Yesterday, the Minister of Power, Sale Mamman stated that the Federal government spends over N50.0bn monthly on subsidizing electricity supply across the country. The subsidies help to cover the shortfall in receipt collections by the Distribution Companies (DisCos) who continue to struggle with meeting up with obligations with NBET.
However, according to the Minister, the subsidy payments continue to weigh on government finances despite recent tariff adjustments.
The sector remains riddled with agelong challenges such as decrepit infrastructure. The Transmission Company of Nigeria (TCN), a government monopoly responsible for transferring electricity from GenCos to DisCos suffers from high transmission losses, recording Aggregate, Technical and Commercial and Collection Losses (ATC&C), as high as 46% at some periods.
This results in under-collection of electricity tariffs. Low metering levels are another constraint hampering liquidity flows in the sector (only 45% of consumers are metered). Low metering has led to reliance on estimated billing by Discos, which leads to a higher consumers default.

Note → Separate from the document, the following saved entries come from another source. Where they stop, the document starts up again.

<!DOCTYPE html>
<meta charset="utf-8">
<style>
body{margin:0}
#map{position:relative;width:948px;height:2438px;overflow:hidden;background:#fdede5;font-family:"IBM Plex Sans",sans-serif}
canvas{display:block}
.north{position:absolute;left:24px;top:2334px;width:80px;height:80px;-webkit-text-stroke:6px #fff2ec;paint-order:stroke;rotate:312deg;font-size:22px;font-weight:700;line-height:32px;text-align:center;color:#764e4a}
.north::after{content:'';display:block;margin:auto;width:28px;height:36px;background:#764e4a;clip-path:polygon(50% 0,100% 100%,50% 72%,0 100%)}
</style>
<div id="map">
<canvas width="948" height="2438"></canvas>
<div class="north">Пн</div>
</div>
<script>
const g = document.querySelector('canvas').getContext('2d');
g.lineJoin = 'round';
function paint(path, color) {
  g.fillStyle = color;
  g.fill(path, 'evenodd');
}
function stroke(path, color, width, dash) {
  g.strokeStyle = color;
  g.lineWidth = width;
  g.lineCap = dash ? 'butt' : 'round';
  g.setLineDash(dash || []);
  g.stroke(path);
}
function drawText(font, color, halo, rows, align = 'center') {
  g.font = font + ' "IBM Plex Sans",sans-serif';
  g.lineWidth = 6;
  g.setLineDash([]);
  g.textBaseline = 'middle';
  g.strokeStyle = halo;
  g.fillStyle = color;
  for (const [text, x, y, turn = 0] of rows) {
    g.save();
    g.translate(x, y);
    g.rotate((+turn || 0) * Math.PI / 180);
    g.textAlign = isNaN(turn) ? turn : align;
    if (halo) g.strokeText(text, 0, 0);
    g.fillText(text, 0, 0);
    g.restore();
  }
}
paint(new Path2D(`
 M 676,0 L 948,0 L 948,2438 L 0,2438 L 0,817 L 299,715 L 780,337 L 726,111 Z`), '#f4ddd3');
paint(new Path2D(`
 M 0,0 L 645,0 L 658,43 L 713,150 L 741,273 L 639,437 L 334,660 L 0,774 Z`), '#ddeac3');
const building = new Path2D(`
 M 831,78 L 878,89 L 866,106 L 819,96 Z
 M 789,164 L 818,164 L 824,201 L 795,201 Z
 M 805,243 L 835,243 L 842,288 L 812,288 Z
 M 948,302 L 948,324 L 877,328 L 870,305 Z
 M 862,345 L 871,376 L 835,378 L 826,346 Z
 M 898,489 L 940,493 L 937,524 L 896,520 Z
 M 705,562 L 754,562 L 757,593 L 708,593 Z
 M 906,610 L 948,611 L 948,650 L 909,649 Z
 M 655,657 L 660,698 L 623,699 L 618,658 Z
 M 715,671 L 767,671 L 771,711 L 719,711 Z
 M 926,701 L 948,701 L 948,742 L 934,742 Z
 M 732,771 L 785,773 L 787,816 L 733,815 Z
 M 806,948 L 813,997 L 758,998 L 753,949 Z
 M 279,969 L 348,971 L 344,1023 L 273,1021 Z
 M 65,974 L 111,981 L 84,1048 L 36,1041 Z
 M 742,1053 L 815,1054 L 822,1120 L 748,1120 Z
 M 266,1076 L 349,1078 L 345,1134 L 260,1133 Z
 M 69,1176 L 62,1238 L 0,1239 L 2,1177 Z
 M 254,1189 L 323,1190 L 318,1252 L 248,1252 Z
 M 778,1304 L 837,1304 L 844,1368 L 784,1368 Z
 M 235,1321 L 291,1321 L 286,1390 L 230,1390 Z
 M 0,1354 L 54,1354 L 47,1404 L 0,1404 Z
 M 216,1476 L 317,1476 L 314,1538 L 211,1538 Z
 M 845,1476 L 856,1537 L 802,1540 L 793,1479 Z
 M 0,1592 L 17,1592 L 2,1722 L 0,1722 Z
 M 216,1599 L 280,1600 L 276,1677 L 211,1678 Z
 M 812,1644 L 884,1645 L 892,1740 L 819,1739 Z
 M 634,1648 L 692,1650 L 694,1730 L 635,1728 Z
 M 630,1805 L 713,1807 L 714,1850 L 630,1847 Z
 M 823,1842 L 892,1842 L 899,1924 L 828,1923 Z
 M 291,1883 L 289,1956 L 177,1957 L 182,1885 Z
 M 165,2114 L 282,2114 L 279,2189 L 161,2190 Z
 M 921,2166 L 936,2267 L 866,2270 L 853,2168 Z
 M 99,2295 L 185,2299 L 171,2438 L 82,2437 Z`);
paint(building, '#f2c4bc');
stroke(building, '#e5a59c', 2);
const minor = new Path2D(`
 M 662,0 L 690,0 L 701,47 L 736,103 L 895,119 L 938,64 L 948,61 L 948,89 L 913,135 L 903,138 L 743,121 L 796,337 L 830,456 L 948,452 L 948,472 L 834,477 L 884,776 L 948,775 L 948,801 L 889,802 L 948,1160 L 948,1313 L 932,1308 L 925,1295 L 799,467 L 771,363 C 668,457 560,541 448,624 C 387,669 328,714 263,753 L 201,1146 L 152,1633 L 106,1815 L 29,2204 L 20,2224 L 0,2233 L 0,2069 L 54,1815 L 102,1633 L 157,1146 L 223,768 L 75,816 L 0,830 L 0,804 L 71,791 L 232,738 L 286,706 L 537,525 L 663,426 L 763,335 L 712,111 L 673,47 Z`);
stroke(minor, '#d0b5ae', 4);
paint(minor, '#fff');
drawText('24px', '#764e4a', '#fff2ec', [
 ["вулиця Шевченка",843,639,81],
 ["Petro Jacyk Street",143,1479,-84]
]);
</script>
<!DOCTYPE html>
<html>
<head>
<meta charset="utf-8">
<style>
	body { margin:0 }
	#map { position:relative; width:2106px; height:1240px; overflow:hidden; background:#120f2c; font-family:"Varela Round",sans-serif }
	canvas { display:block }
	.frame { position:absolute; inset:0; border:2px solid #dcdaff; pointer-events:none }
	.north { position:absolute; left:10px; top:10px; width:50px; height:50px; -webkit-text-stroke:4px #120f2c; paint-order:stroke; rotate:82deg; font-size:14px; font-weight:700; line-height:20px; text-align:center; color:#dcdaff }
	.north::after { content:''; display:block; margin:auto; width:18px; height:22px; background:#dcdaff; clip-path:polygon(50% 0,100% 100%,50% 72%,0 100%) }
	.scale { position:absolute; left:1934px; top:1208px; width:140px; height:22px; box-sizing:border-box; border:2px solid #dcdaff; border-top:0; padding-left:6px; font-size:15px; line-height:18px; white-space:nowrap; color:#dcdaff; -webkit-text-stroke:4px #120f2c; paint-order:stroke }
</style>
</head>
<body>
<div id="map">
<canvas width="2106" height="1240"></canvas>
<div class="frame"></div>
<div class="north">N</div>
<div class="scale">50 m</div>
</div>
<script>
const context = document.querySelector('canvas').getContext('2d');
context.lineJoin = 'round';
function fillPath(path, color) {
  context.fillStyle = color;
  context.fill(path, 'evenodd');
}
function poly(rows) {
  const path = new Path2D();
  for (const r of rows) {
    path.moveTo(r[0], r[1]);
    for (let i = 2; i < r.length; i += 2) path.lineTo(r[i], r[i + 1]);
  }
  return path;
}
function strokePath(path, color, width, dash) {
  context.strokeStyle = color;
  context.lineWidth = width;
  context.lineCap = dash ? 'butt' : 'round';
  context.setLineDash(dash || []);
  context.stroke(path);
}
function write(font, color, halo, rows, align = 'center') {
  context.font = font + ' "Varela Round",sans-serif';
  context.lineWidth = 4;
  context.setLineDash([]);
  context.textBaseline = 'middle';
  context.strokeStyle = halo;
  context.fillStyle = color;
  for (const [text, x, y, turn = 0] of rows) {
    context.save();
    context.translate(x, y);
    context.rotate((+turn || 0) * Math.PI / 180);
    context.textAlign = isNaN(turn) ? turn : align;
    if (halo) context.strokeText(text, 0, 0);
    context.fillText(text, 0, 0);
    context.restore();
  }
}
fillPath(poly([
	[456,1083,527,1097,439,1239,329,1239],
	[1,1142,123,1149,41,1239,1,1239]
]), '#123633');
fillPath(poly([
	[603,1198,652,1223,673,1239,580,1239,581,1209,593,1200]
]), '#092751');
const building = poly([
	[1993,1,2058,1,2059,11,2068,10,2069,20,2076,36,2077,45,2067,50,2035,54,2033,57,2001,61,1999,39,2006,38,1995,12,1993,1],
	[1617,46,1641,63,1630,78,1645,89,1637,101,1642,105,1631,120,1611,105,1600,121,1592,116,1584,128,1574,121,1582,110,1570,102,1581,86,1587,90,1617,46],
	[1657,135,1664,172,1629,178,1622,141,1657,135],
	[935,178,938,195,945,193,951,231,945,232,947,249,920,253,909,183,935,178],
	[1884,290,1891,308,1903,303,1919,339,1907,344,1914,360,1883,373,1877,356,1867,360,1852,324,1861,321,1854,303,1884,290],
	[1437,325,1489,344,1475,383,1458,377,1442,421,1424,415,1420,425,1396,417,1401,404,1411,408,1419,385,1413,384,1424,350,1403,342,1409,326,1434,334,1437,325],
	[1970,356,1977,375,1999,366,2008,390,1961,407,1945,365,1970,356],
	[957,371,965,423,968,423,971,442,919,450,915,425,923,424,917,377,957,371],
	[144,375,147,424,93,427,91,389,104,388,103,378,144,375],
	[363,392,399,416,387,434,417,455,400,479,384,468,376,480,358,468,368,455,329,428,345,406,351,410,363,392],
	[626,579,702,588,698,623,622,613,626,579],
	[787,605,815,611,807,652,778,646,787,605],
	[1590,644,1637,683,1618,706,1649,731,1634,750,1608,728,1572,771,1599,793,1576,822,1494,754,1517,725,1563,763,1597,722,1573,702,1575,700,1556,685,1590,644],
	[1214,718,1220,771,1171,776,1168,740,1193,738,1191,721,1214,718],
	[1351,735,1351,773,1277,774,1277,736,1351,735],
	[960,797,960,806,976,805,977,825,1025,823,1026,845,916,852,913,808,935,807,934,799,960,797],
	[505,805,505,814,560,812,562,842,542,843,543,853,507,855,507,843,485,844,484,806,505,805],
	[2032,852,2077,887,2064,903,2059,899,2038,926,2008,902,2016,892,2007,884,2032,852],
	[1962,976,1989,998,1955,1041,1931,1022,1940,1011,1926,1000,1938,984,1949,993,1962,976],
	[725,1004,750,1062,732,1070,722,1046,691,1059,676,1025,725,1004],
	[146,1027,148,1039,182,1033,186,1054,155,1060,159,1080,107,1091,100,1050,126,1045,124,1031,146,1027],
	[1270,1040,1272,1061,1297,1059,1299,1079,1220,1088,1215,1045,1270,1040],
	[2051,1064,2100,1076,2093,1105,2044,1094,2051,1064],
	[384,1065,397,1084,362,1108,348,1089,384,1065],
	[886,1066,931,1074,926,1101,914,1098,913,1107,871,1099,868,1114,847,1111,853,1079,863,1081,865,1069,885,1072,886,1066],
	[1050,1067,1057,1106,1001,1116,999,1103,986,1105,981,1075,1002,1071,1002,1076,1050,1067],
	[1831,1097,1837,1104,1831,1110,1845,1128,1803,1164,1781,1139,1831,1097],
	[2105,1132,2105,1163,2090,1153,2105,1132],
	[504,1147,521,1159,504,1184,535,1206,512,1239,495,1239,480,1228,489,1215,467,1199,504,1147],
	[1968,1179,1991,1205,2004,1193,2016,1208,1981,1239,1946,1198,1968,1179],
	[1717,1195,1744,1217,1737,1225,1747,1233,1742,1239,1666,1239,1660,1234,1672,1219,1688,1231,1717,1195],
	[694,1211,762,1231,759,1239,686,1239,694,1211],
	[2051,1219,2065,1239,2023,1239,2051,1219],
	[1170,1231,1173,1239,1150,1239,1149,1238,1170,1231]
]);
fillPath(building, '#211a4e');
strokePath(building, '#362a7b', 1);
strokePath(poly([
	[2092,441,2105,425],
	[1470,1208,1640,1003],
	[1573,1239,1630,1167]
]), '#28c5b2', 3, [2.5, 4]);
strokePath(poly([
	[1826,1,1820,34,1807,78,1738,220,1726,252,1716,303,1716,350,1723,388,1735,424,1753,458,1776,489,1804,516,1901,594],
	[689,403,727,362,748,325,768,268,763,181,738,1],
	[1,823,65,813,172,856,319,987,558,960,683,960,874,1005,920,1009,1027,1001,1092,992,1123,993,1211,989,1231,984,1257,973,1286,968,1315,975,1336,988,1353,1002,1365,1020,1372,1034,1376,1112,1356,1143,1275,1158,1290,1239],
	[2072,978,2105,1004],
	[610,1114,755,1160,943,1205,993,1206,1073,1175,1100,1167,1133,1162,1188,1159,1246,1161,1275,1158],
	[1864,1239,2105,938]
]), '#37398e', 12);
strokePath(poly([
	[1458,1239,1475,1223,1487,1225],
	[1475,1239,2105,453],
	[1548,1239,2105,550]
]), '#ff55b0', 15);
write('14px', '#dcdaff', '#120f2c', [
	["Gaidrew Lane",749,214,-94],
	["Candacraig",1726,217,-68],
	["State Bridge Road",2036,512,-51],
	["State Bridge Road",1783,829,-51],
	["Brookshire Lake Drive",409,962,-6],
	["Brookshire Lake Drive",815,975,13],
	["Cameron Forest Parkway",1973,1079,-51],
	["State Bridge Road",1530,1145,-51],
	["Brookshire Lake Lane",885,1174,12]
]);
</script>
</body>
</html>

In recent times, efforts have been made by the current administration to resolve the conundrum in the sector. For example, in 2019, the much-celebrated Siemens AG Power Agreement deal was announced by the Federal government. Other efforts such has improving meter production was implemented.
From June 2021, the MYTO indicates an adoption of a full removal of the subsidy regime, after a partial removal in 2020. In our opinion, efforts must be made to improve the infrastructure for a more efficient market. Increased metering rate and reduction in transmission losses will support the adoption of a full cost reflective tariff regime, which will improve the sector’s attractiveness regarding investments.